Stuart_Armstrong comments on Change utility, reduce extortion

Stuart_Armstrong 1 May 2017 4:44 UTC
0 points

You will need to trust that estimate A LOT.

Not particularly. You can estimate the likely loss and likely gain from that utility change, as with anything. As long as you’re reasonably certain that the bottom parts of the utility function are more likely to be accessed through extortion than through other means, this is a rational thing to do.
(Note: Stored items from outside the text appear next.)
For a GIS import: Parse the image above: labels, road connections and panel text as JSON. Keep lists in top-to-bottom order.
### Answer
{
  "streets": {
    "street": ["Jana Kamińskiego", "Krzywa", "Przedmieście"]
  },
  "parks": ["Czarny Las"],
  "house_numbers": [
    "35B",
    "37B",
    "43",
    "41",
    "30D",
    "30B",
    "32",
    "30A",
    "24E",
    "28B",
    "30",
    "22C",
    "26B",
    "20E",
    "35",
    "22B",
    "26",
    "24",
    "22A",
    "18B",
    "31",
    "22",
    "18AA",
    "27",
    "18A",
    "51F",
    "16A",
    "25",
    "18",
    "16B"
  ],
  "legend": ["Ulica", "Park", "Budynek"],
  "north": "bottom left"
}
Absent a proper theory of extortion and attendant decision theory, of course.
- Dagon 1 May 2017 15:48 UTC
  0 points
  Parent
  
  As long as you’re reasonably certain that the bottom parts of the utility function are more likely to be accessed through extortion than through other means
  
  THIS is the key (along with some explanation of why you think extortion is different than some other interaction with different-valued entities). It’s massively counter to my intuitions—I think bottom parts of utility functions are extremely common in natural circumstances without blaming a cause that can be reasoned or traded with.
  - Stuart_Armstrong 1 May 2017 15:59 UTC
    0 points
    Parent
    Think of a total utilitarianism style approach, where you can take any small disutlility and multiply it again and again.
    - Dagon 1 May 2017 22:23 UTC
      0 points
      Parent
      OK. Why would this imply extortion rather than simple poverty?
      - Stuart_Armstrong 2 May 2017 4:16 UTC
        0 points
        Parent
        Because you’re the one creating the multiple instances of disutility, using a fraction of the resources of the cosmos.
        Dagon 2 May 2017 13:57 UTC
        0 points
        Parent
        Maybe more description of the scenario would help. Presumably there’s no infinity here—there’s a bound to the disutility (for you; presumably it’s utility for me) I can get with my fraction of the cosmos. What do you think the proper reaction of an FAI (or a human, for that matter) is, and why is it different for repeated small events than for one large event?
- Lumifer 1 May 2017 14:50 UTC
  0 points
  Parent
  
  You can estimate the likely loss and likely gain from that utility change, as with anything.
  
  You can try. Your estimate is likely to be very diffuse and uncertain—the issue is that you are trying to get a handle on the distribution tail and that is quite hard to do (see Taleb’s black swans, etc.)
  
  As long as you’re reasonably certain that the bottom parts of the utility function are more likely to be accessed through extortion than through other means, this is a rational thing to do
  
  Not at all—you’re forgetting the about the magnitude of consequences.
  
  Let’s say you have a blackmailer who wants a pony and she has the capability to meddle with your AI’s sensors. Lo and behold, she walks up to the AI and says “I want a pony! Look, there is a large incoming asteroid on a collision course with Earth. Gimme a pony and I’ll tell you if it’s real”.
  
  Ah, says you the designer. I estimate that the blackmailer is bluffing in 99% of the cases. That “bottom part of the utility function” (aka The Sweet Meteor Of Death) is much more likely to be accessed through extortion, a hundred times more likely, in fact.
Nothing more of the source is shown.